Meteorological history
- Formed: October 6, 2018
- Dissipated: October 15, 2018

Very severe cyclonic storm
- 3-minute sustained (IMD)
- Highest winds: 140 km/h (85 mph)
- Lowest pressure: 978 hPa (mbar); 28.88 inHg

Category 2-equivalent tropical cyclone
- 1-minute sustained (SSHWS/JTWC)
- Highest winds: 155 km/h (100 mph)
- Lowest pressure: 959 hPa (mbar); 28.32 inHg

Overall effects
- Fatalities: 14 total
- Damage: $1 billion (2018 USD)
- Areas affected: Oman, Somalia, Yemen
- IBTrACS
- Part of the 2018 North Indian Ocean cyclone season

= Cyclone Luban =

Category 2 Indian ocean cyclone in 2018

Very Severe Cyclonic Storm Luban (Note: The name Luban (Arabic: لبان, [lubaːn]) was contributed by Oman and refers to an aromatic resin from the frankincense tree (Boswellia sacra) in Arabic.) was the third tropical cyclone to affect the Arabian Peninsula during the 2018 North Indian Ocean cyclone season, after cyclones Sagar and Mekunu in May. Luban developed on October 6 in the central Arabian Sea, and for much of its duration, maintained a general west-northwestward trajectory. On October 10, the India Meteorological Department (IMD) upgraded Luban to a very severe cyclonic storm - equivalent to a Category 1 hurricane - and estimated maximum sustained winds of 140 km/h (85 mph). The storm made landfall on October 14 in eastern Yemen, as a cyclonic storm. The storm quickly weakened over the dry, mountainous terrain of the Arabian Peninsula, before dissipating on October 15.

Upon moving ashore, Cyclone Luban produced flooding rains in Somalia, Oman, and Yemen. The cyclone killed 14 people in Yemen, when heavy rainfall cut off villages and damaged roads. Damage in the country was estimated at US$1 billion. (Note: All damage totals are in 2018 United States dollars unless otherwise noted.) In Oman, desert rainfall caused a small locust outbreak. Luban coexisted with Very Severe Cyclonic Storm Titli in the Bay of Bengal, marking the first time since 1971 that two storms of such intensity were active at the same time in the North Indian Ocean.

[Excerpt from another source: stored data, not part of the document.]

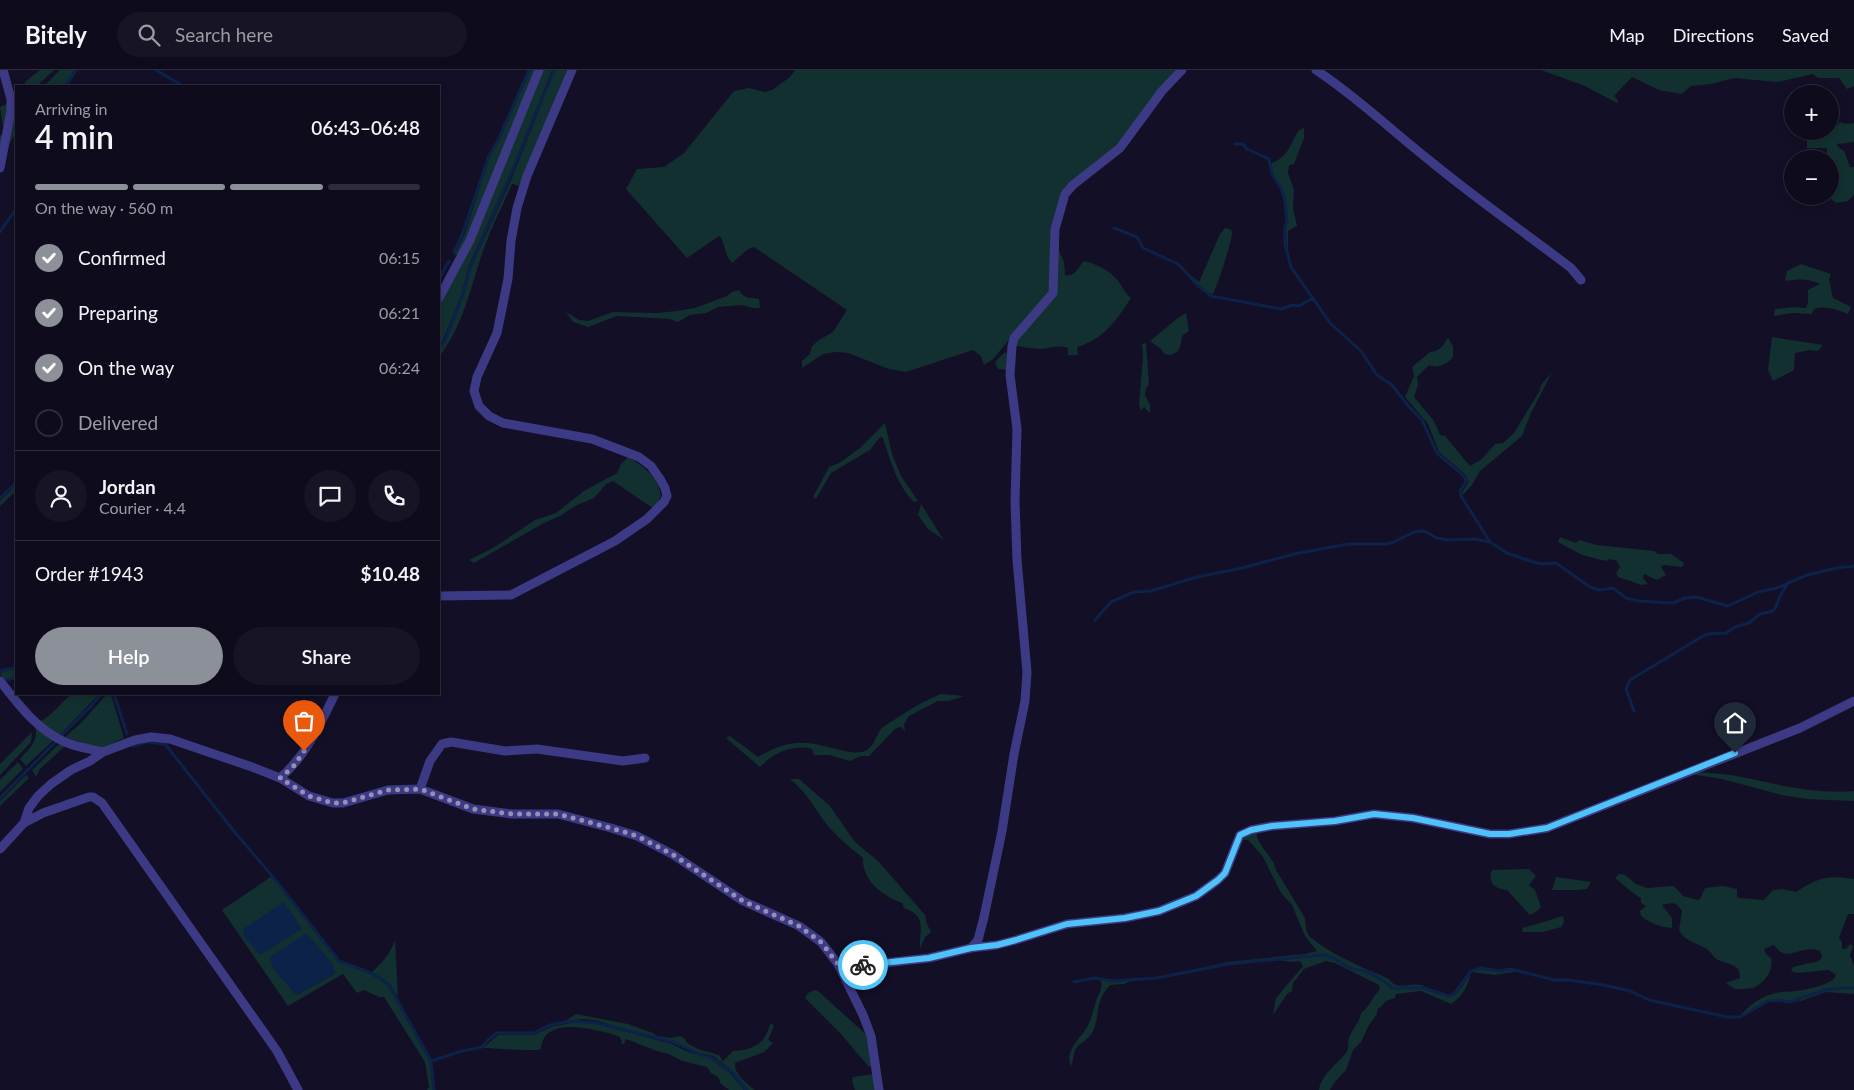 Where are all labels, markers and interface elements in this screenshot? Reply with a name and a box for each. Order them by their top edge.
search box [117,12,467,57]
text: Bitely [25,20,87,49]
icon: search [135,21,163,49]
text: Search here [175,23,273,46]
text: Map [1609,24,1645,46]
text: Directions [1673,24,1754,46]
text: Saved [1782,24,1829,46]
map controls [1784,85,1839,205]
button: + [1784,85,1839,140]
text: Arriving in [35,99,108,118]
text: 06:43–06:48 [311,116,420,139]
text: 4 min [35,117,114,156]
button: − [1784,150,1839,205]
text: On the way · 560 m [35,198,173,217]
icon: check [35,244,63,272]
text: Confirmed [78,246,166,269]
text: 06:15 [379,248,420,267]
icon: check [35,299,63,327]
text: Preparing [78,301,158,324]
text: 06:21 [379,303,420,322]
icon: check [35,354,63,382]
text: On the way [78,356,174,379]
text: 06:24 [379,358,420,377]
text: Delivered [78,411,158,434]
button: person [35,470,87,522]
button: chat [304,470,356,522]
button: phone [368,470,420,522]
text: Jordan [99,475,156,498]
text: Courier · 4.4 [99,498,186,517]
text: Order #1943 [35,562,144,585]
text: $10.48 [360,562,420,585]
button: Help [35,627,223,685]
button: Share [233,627,420,685]
pin [283,700,325,751]
pin [1714,702,1756,753]
icon: bag [290,707,318,735]
icon: home [1721,709,1749,737]
courier [838,940,888,990]
icon: bike [849,951,877,979] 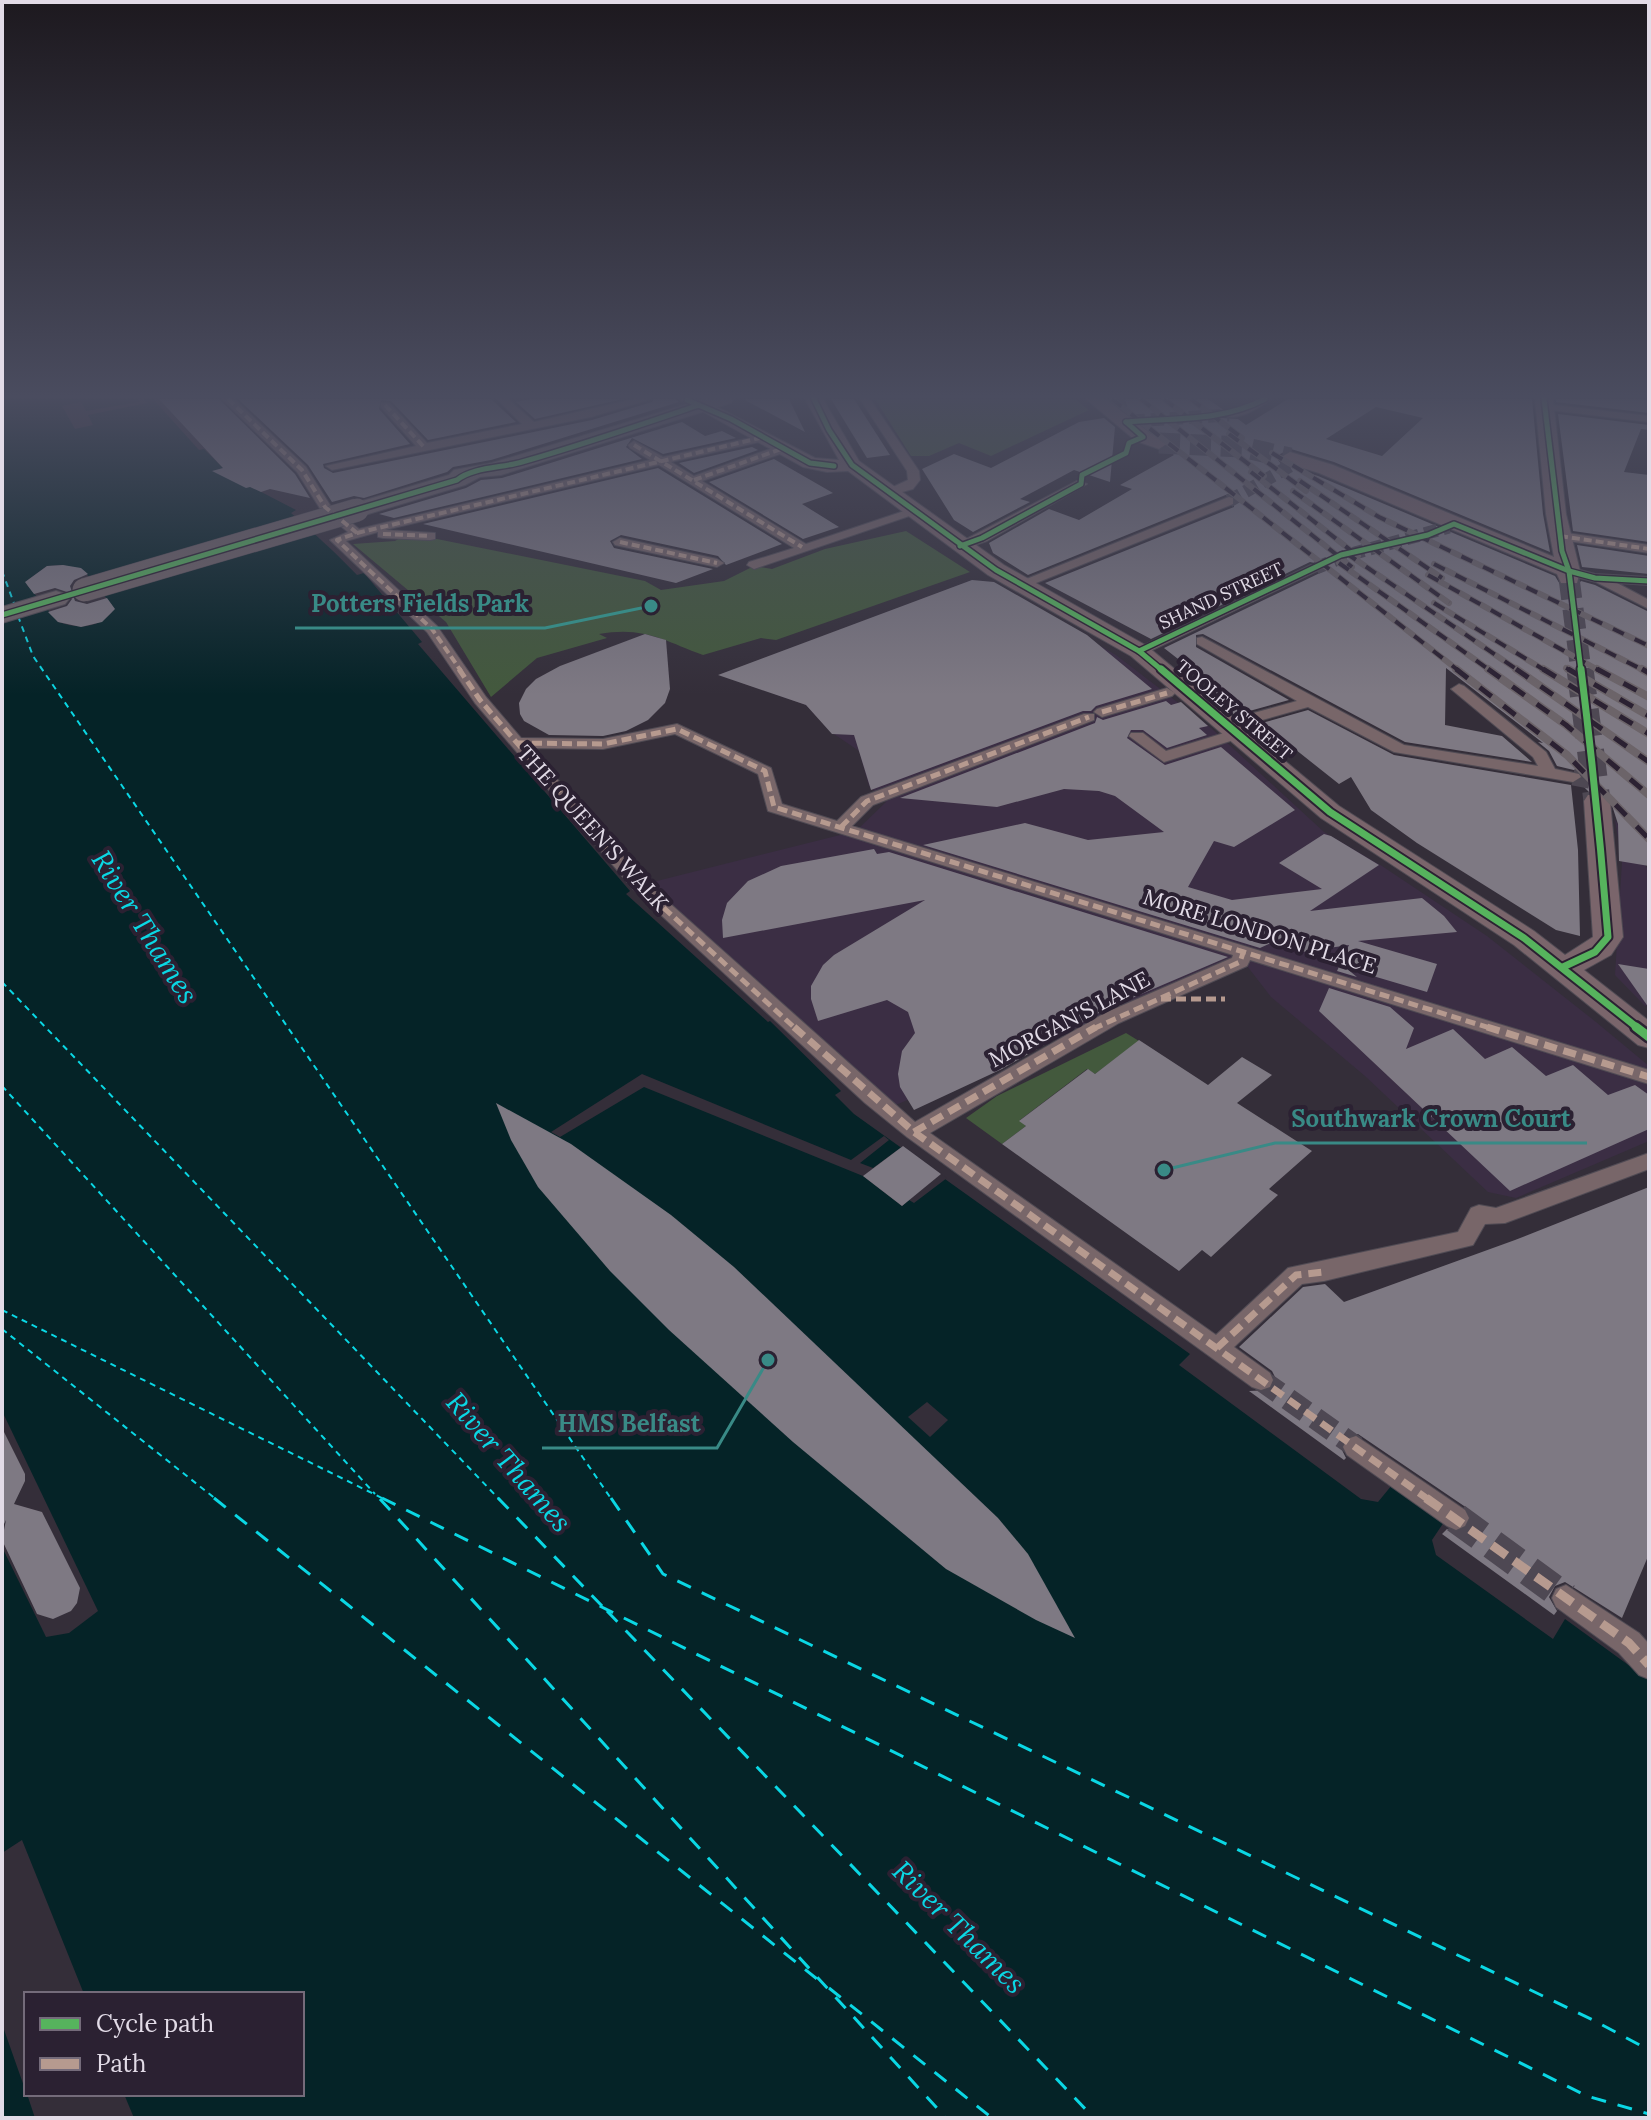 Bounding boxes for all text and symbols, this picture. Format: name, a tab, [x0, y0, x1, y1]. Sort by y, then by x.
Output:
street label: SHAND STREET	[1155, 557, 1287, 634]
callout: Potters Fields Park	[295, 580, 545, 628]
text: Potters Fields Park	[311, 588, 529, 619]
street label: TOOLEY STREET	[1172, 654, 1297, 765]
street label: THE QUEEN'S WALK	[511, 739, 675, 917]
water label: River Thames	[84, 844, 206, 1010]
street label: MORE LONDON PLACE	[1140, 882, 1380, 980]
street label: MORGAN'S LANE	[984, 965, 1154, 1073]
callout: Southwark Crown Court	[1275, 1095, 1587, 1143]
text: Southwark Crown Court	[1291, 1103, 1572, 1134]
water label: River Thames	[438, 1385, 580, 1539]
callout: HMS Belfast	[542, 1400, 717, 1448]
text: HMS Belfast	[557, 1408, 702, 1439]
water label: River Thames	[885, 1853, 1033, 2001]
legend	[24, 1992, 304, 2096]
text: Cycle path	[96, 2008, 214, 2039]
text: Path	[96, 2048, 146, 2079] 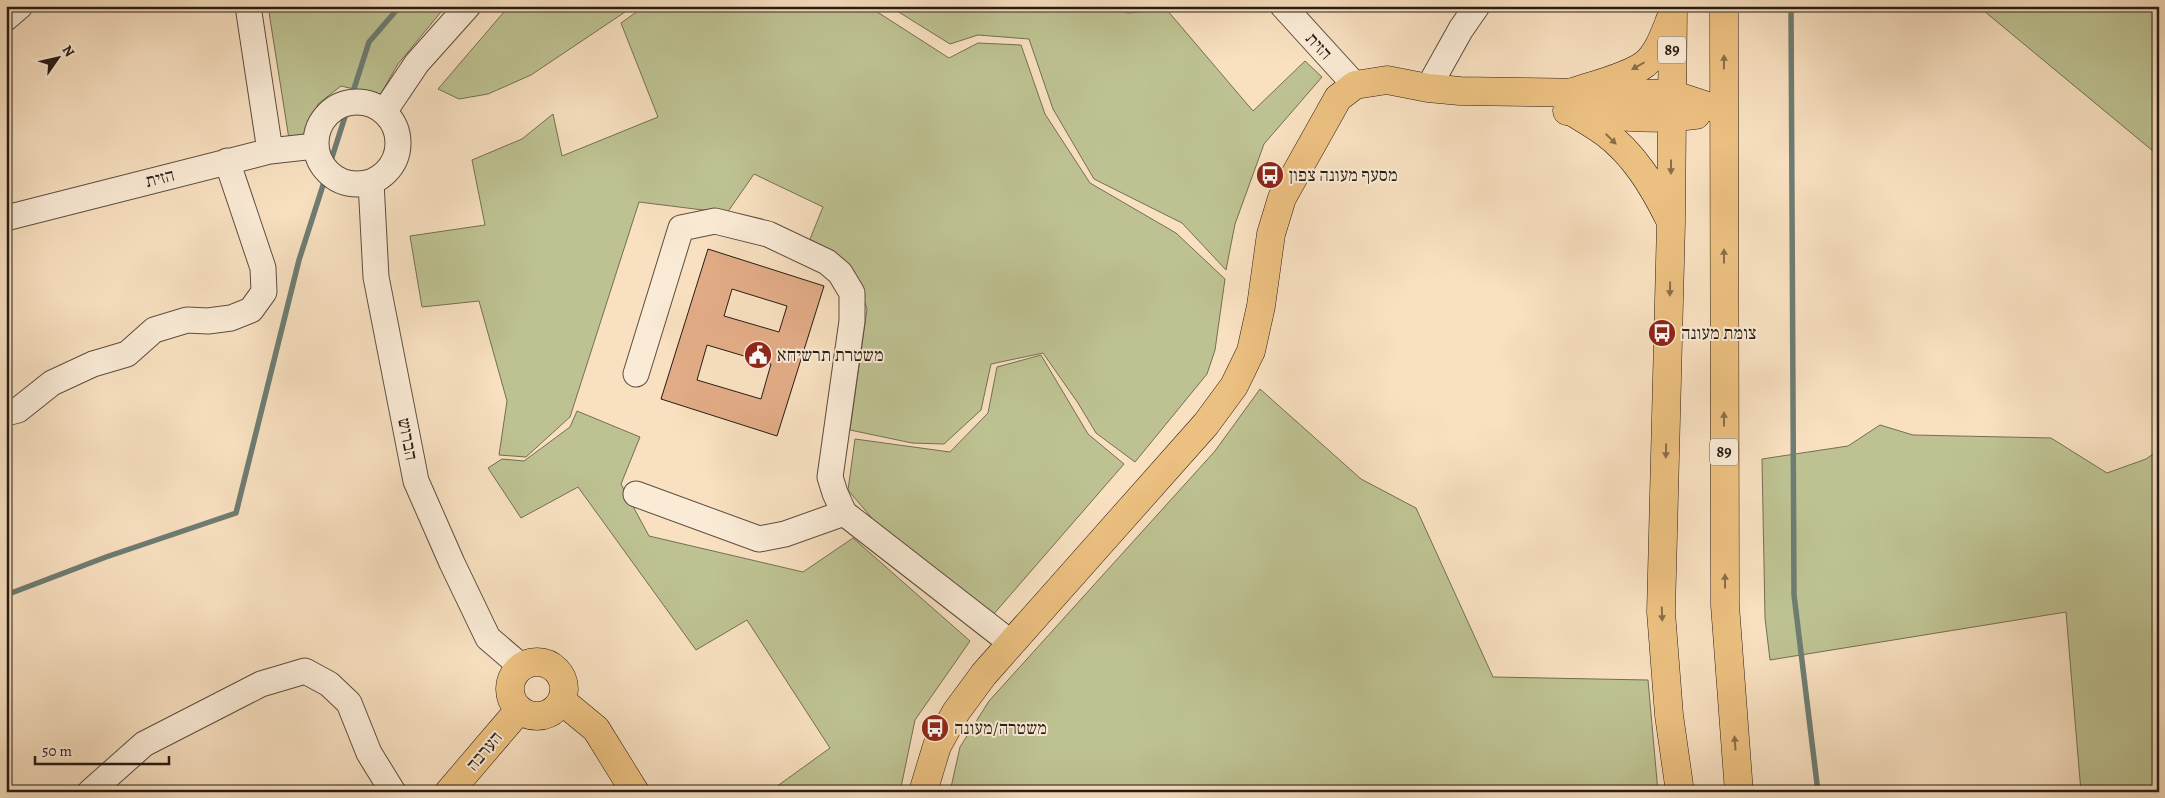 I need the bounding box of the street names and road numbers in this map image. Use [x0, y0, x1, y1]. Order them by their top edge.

==Meteorological history==

On October 4, an upper-level low persisted over the southeast Arabian Sea. That day, the American-based Joint Typhoon Warning Center (JTWC) first mentioned an area of scattered convection southwest of India as an area for potential tropical cyclogenesis, due to projections from tropical cyclone forecast models. The convective system was located in the warm waters of the Arabian Sea in an area of low wind shear. The circulation slowly became more defined, developing a low-pressure area on October 5. On October 6, the India Meteorological Department (IMD) designated the system as Depression ARB 04. A day later, the agency upgraded the system to a deep depression, and on October 8, the IMD upgraded it further to Cyclonic Storm Luban. On the same day, the JTWC initiated advisories on Luban, giving it the designation Tropical Cyclone 05A.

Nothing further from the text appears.